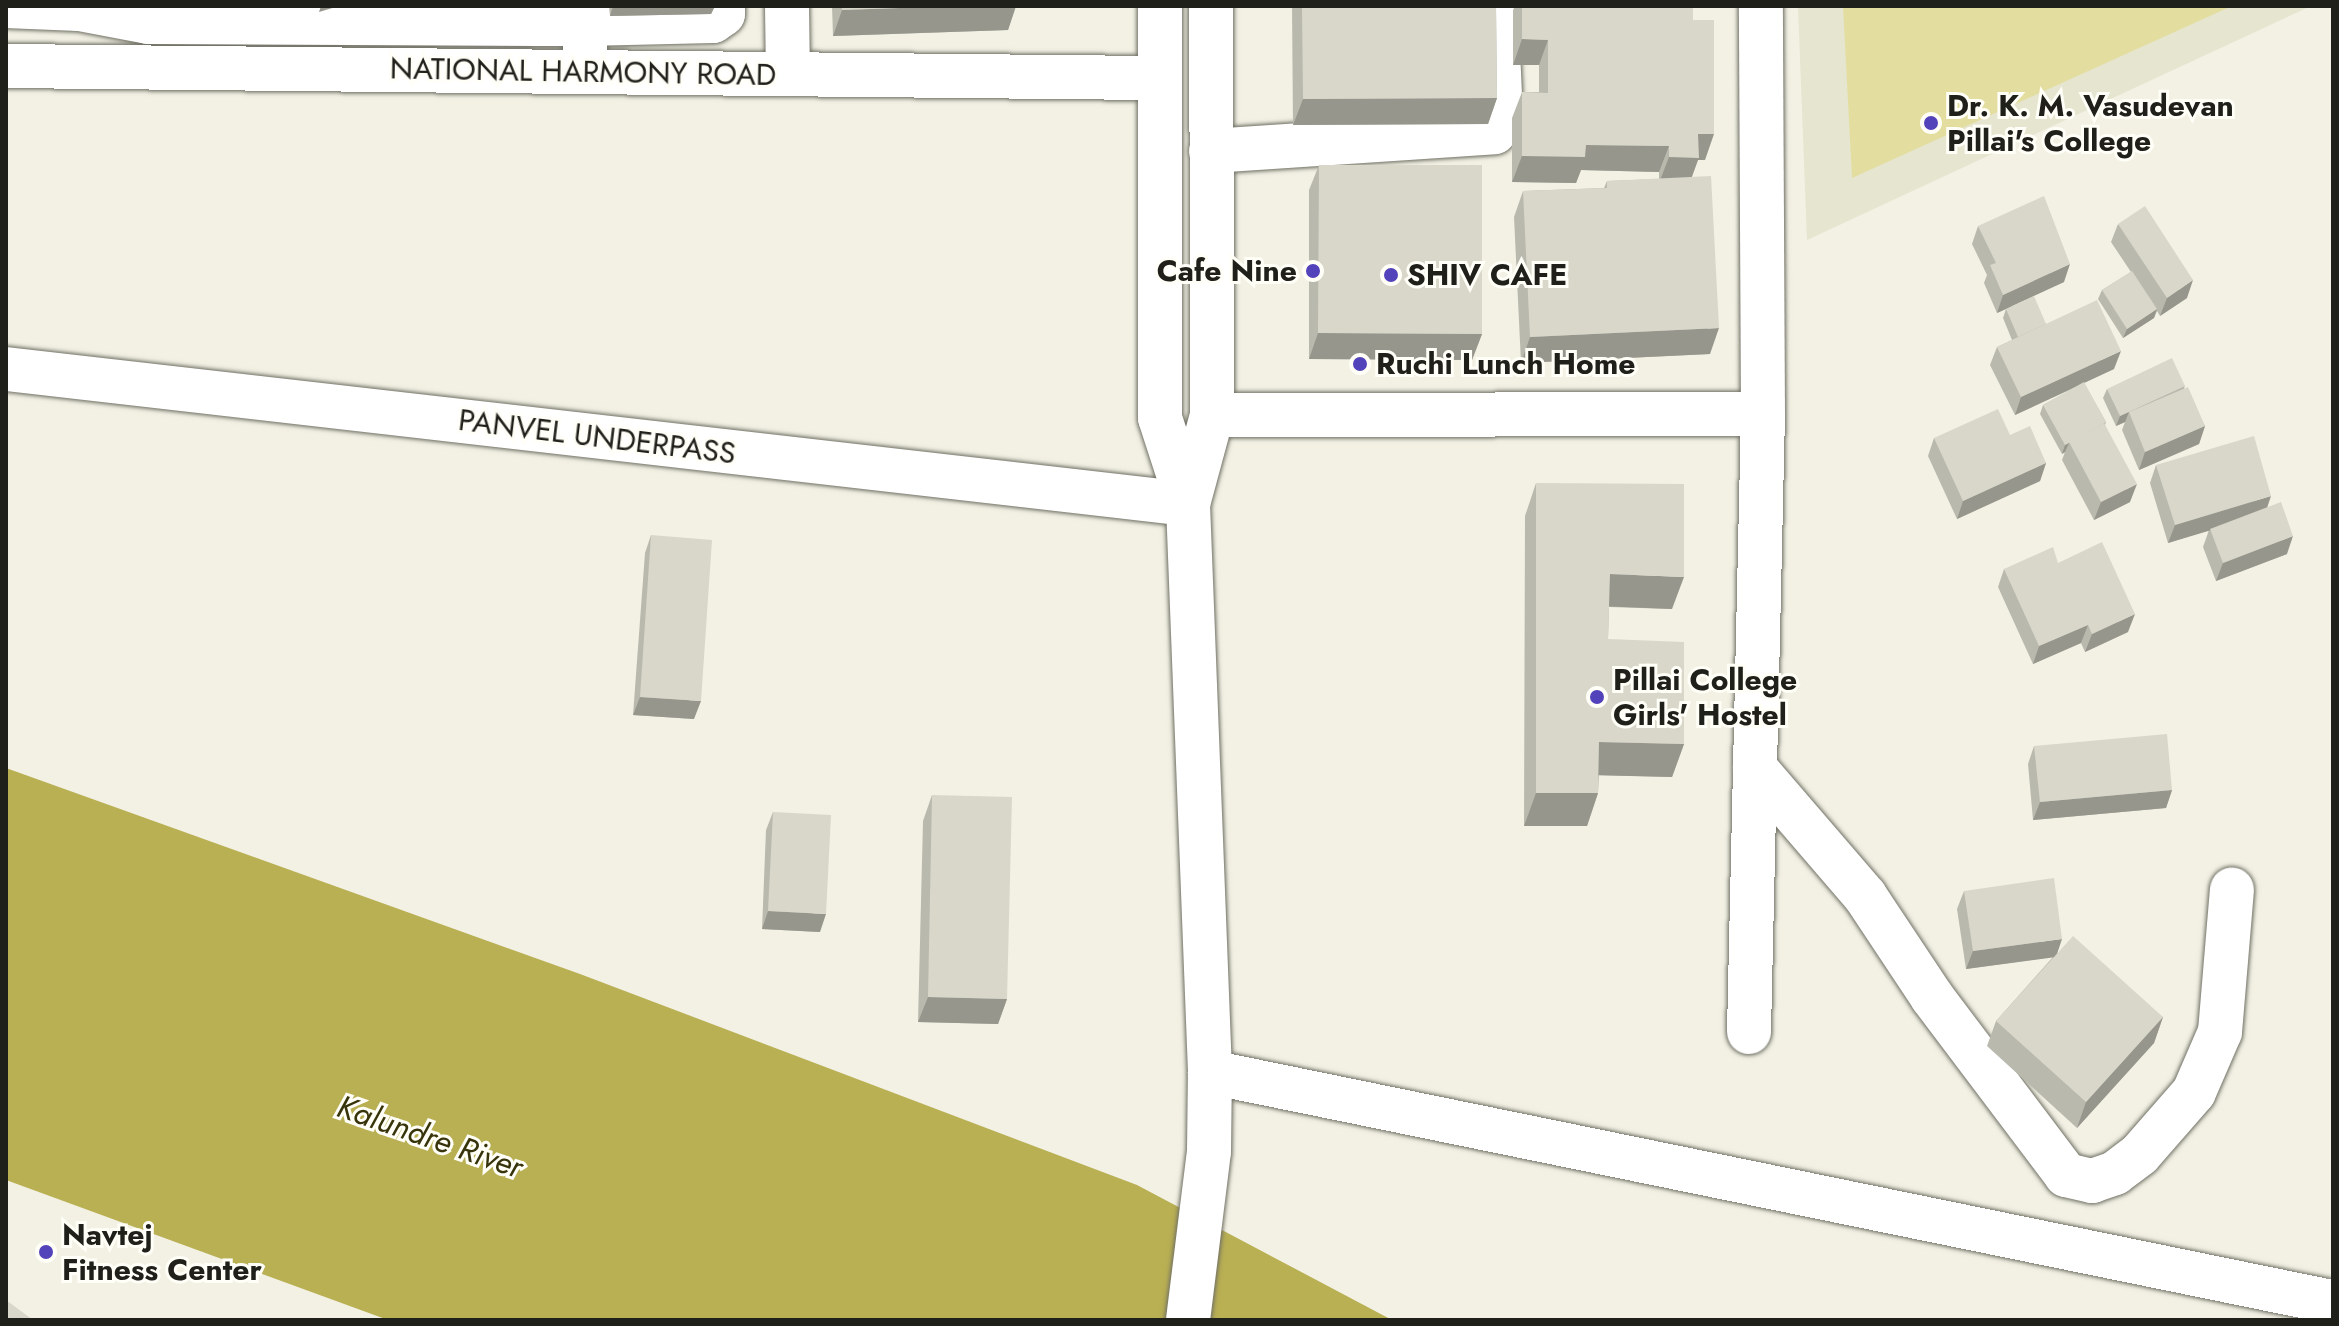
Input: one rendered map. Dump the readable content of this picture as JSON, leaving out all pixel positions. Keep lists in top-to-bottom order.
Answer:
{
  "streets": {
    "street": ["NATIONAL HARMONY ROAD", "PANVEL UNDERPASS"]
  },
  "water": ["Kalundre River"],
  "places": [
    "Dr. K. M. Vasudevan Pillai's College",
    "Cafe Nine",
    "SHIV CAFE",
    "Ruchi Lunch Home",
    "Pillai College Girls' Hostel",
    "Navtej Fitness Center"
  ]
}
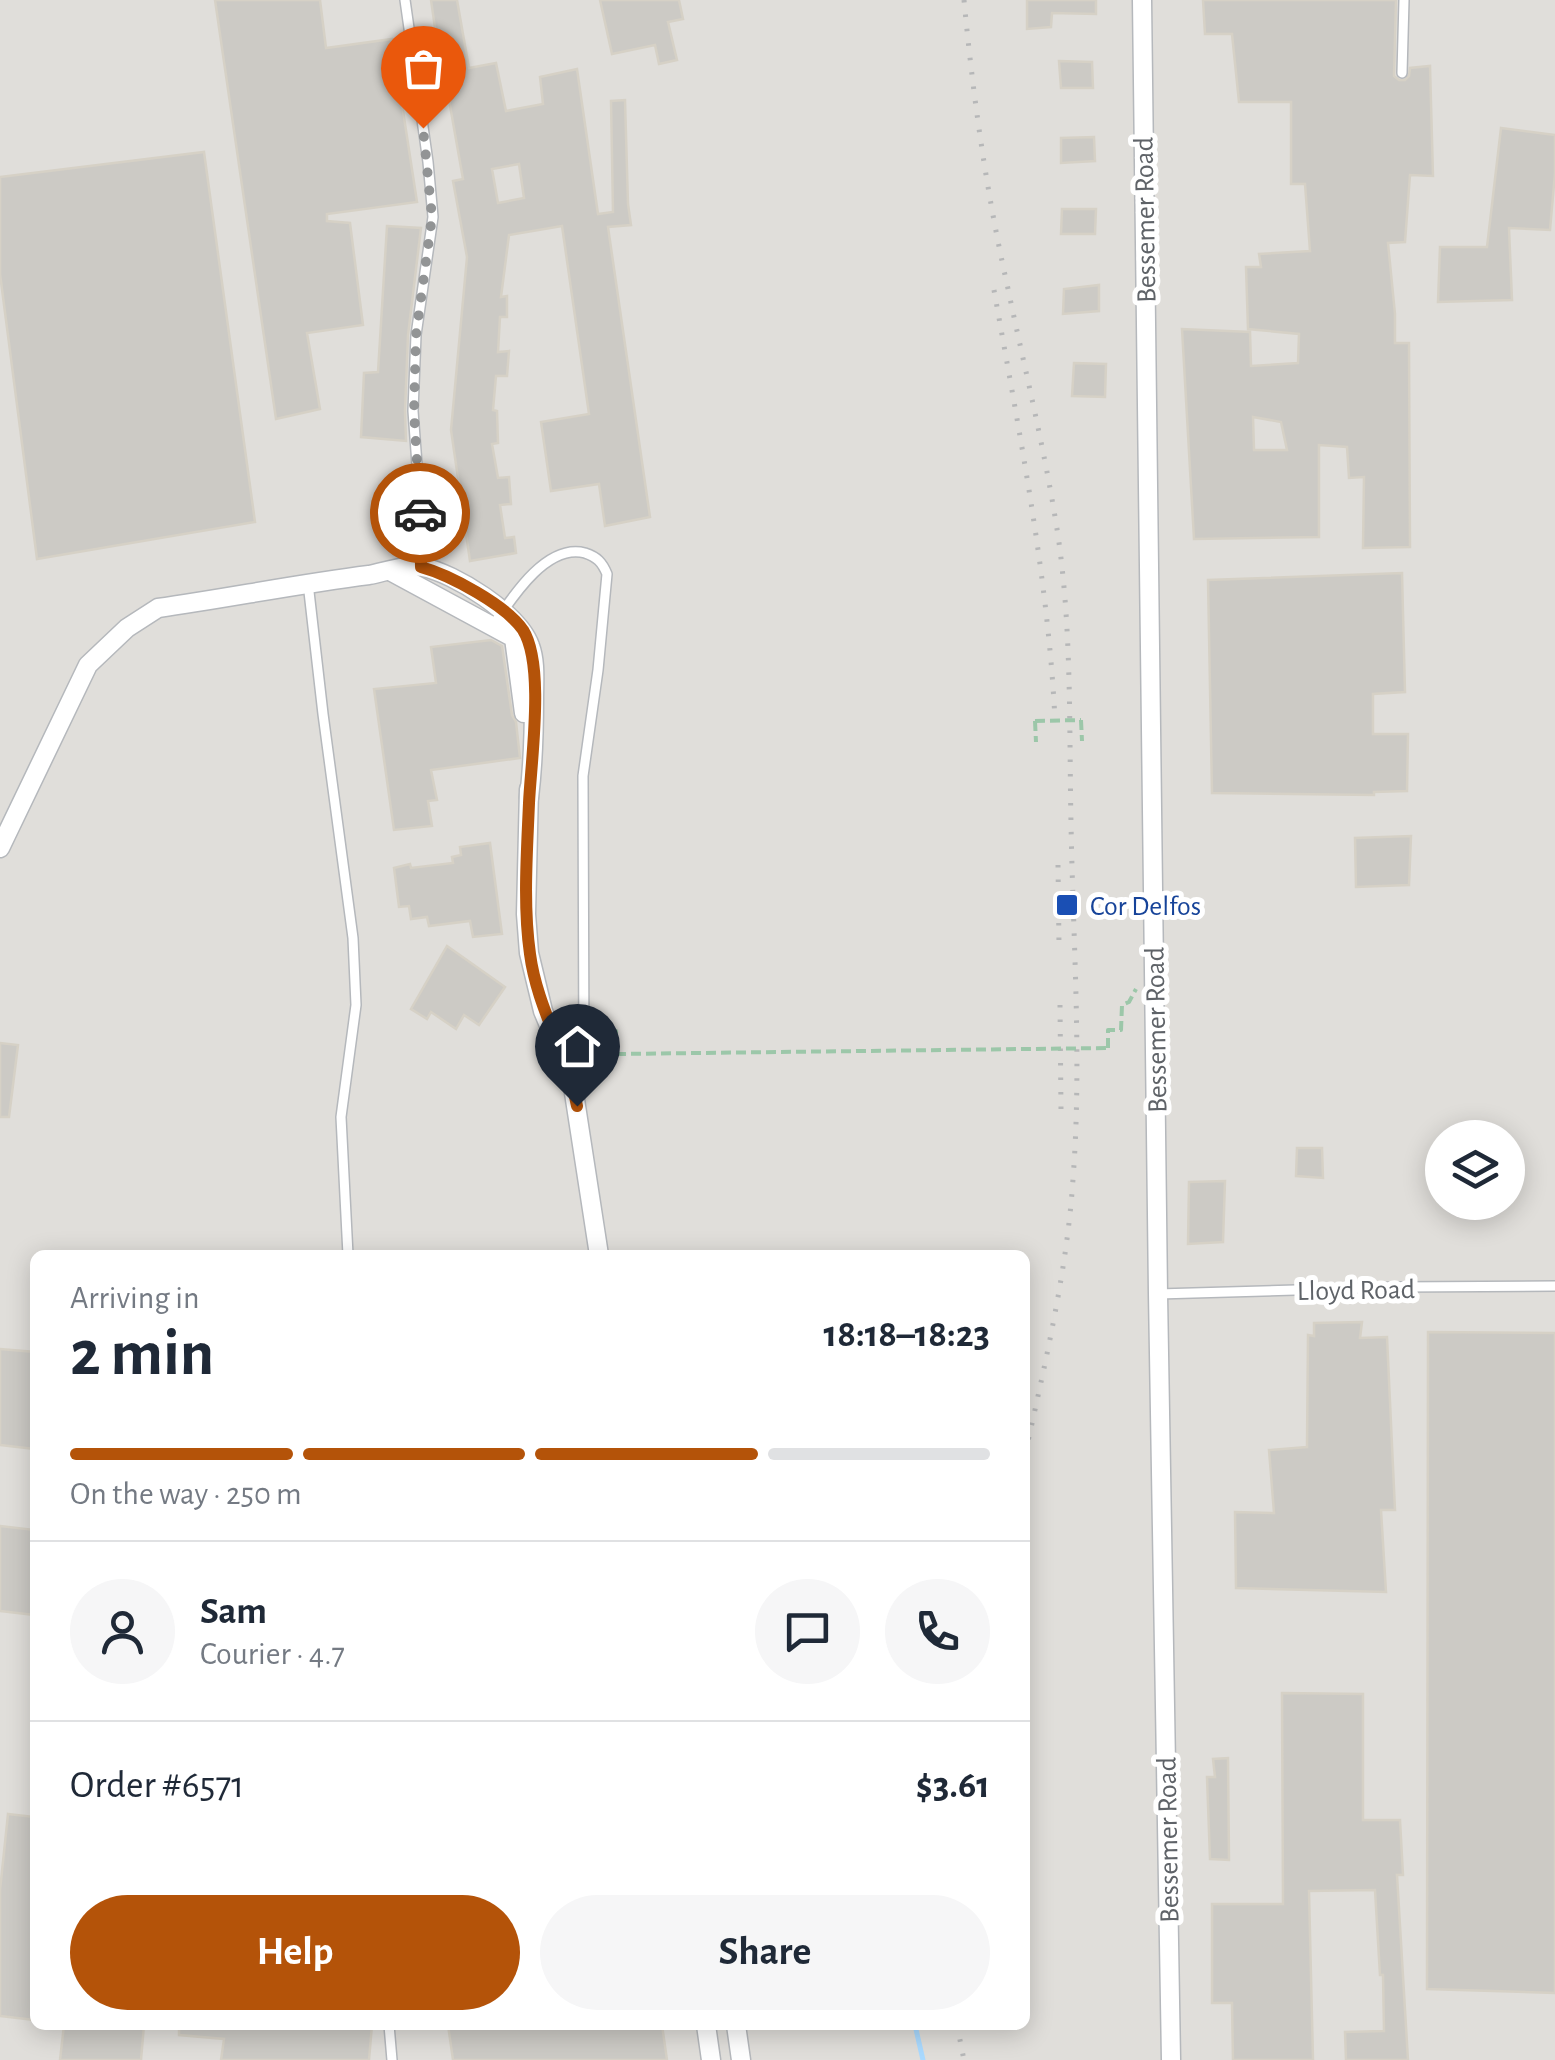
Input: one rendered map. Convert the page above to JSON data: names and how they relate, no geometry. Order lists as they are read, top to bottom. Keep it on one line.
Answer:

=-=-=-=-=

| YOUR OBJECTIVE |
Pull together all lines from the data that mention the word "Input".

| RESPONSE |
Input: one rendered map. Dump the readable content of this picture as JSON, leaving out all pixel positions. Keep lists in top-to-bottom order.
Input: one rendered map. Convert the page above to JSON data: names and how they relate, no geometry. Order lists as they are read, top to bottom. Keep it on one line.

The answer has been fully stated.